Prediction of Incomplete Screening Mammograms Based on Age and Race
This study examined the age-associated rate of incomplete mammograms requiring additional testing based on Breast Imaging-Reporting and Data System (BIRADS) score.
A retrospective, observational study design from a tertiary medical center was used to evaluate which explanatory variables significantly predicted whether a woman had an incomplete mammogram. An incomplete mammogram was defined as a BIRADS score of 0 (requiring further imaging), whereas a benign process was defined as a BIRADS score of 1 or 2. Explanatory variables included traditional clinical factors (age, race, and menopausal state).
During the study period, 20,269 subjects were evaluated. The majority of the patients were white (n = 12,955; 64.6%) and had a BIRADS score consistent with a benign finding (n = 17,571; 86.6%). Premenopausal state (odds ratio [OR], 1.38; 95% CI, 1.27-1.50), white race (OR, 1.18; 95% CI, 1.08-1.29), and younger age (OR, 1.38; 95% CI, 1.27-1.50) significantly increased the odds a woman had an incomplete study.

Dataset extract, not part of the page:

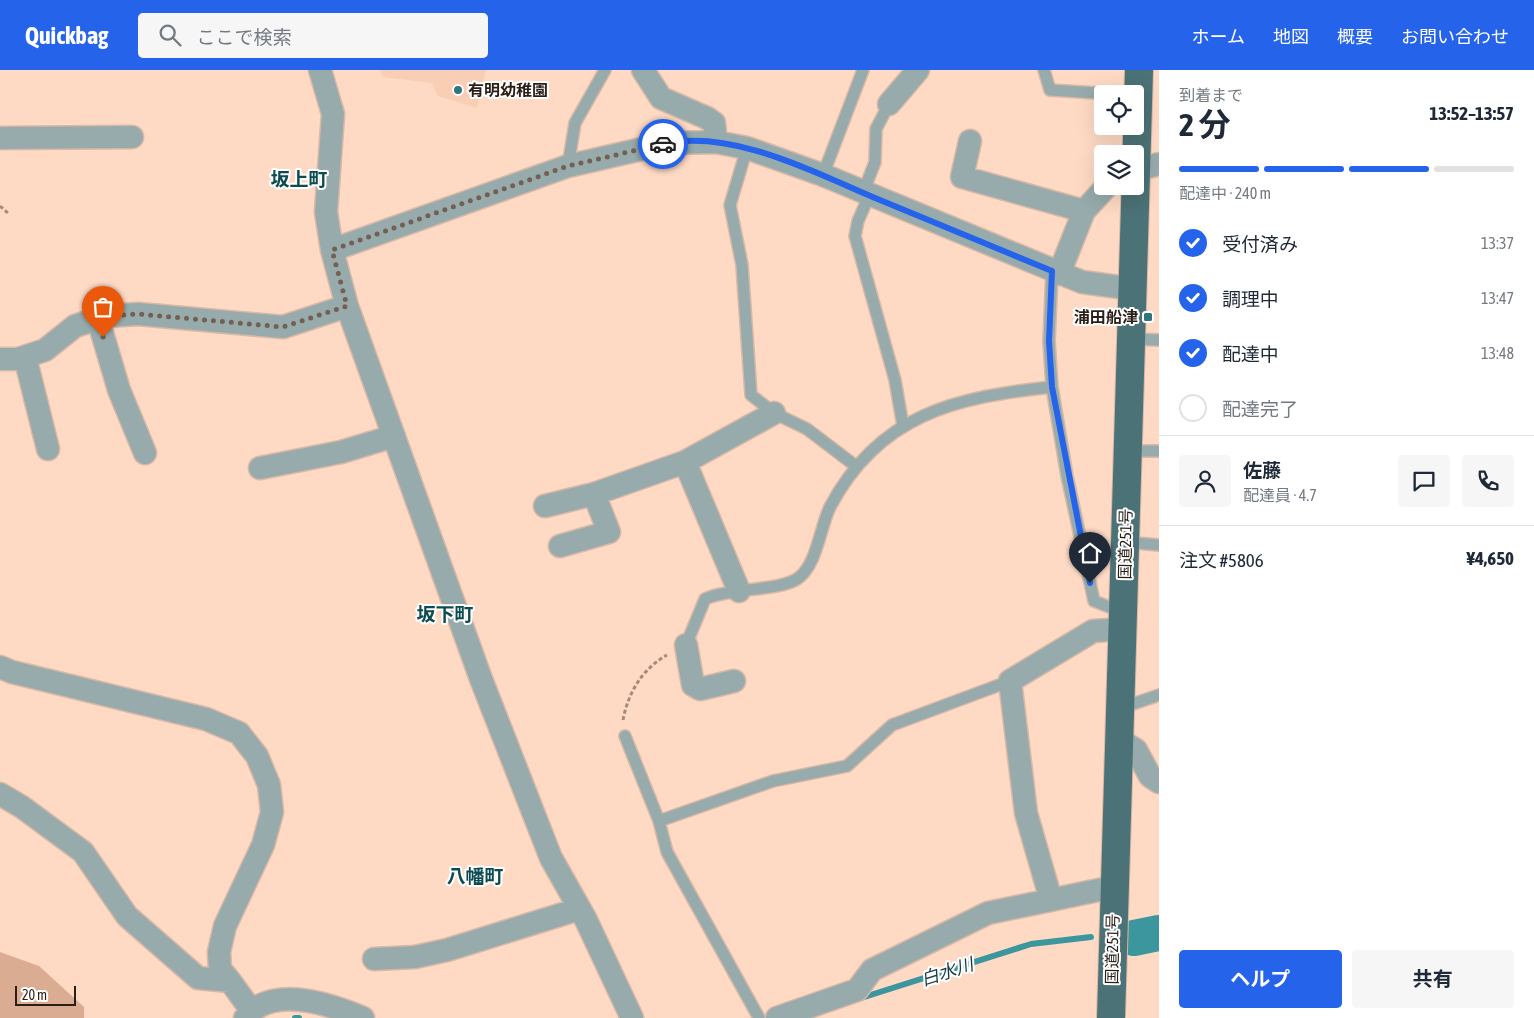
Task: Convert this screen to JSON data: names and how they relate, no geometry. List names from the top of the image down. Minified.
{"streets":{"highway":["国道251号"]},"districts":["坂上町","坂下町","八幡町"],"water":["白水川"],"places":{"other":["有明幼稚園"],"transit":["浦田船津"]},"scale_bar":"20 m","page":{"header":"Quickbag","search":"ここで検索","nav":["ホーム","地図","概要","お問い合わせ"],"heading":["2 分","到着まで","13:52–13:57"],"panel":["佐藤","配達員 · 4.7","注文 #5806","¥4,650"],"bar":"配達中 · 240 m","list":[["受付済み","13:37"],["調理中","13:47"],["配達中","13:48"],"配達完了"],"buttons":["ヘルプ","共有"],"scale":"20 m"}}
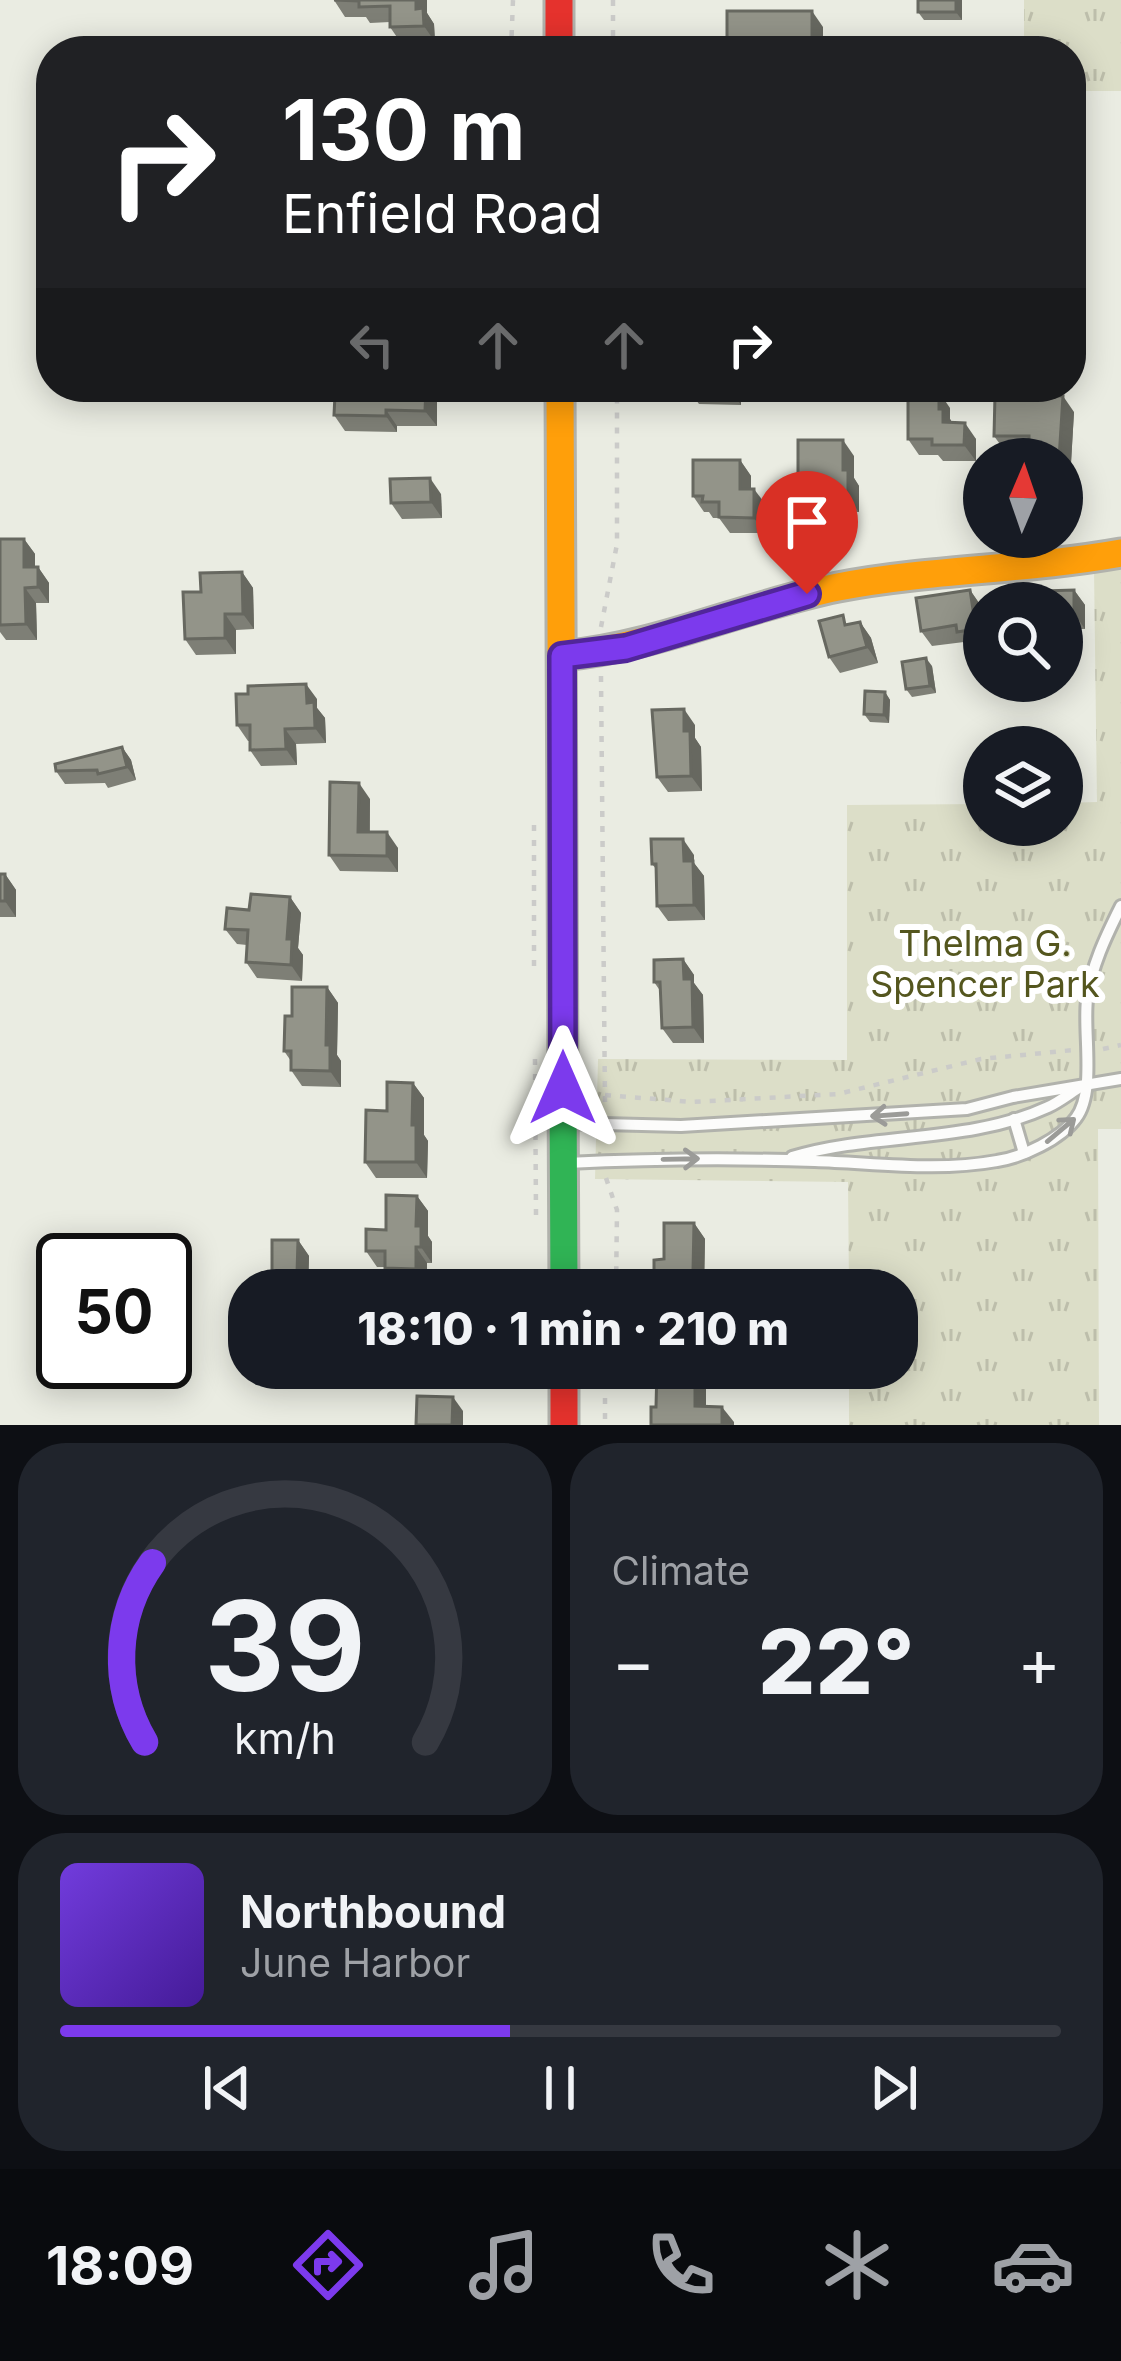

In this cross-sectional, single-institution analysis, premenopausal state and white race are associated with an increased rate for incomplete mammograms. Patients should be counseled appropriately before the initiation of screening.
Available from: Mark Dignan
- "Women without a recent mammogram, White women, and those without a primary care physician were more likely to have a BIRAD 0 (incomplete) mammogram requiring follow up. The reasons for these associations were not evaluated by this study; however previous reports indicate an association of race and prediction of incomplete screening mammography . In addition, in as much as past films are reviewed to aid in the disposition of mammography findings- views beyond initial screening may be required in those women for whom no prior screening history exists or is available- this may explain the association of screening recency and BIRAD 0 results in this study. "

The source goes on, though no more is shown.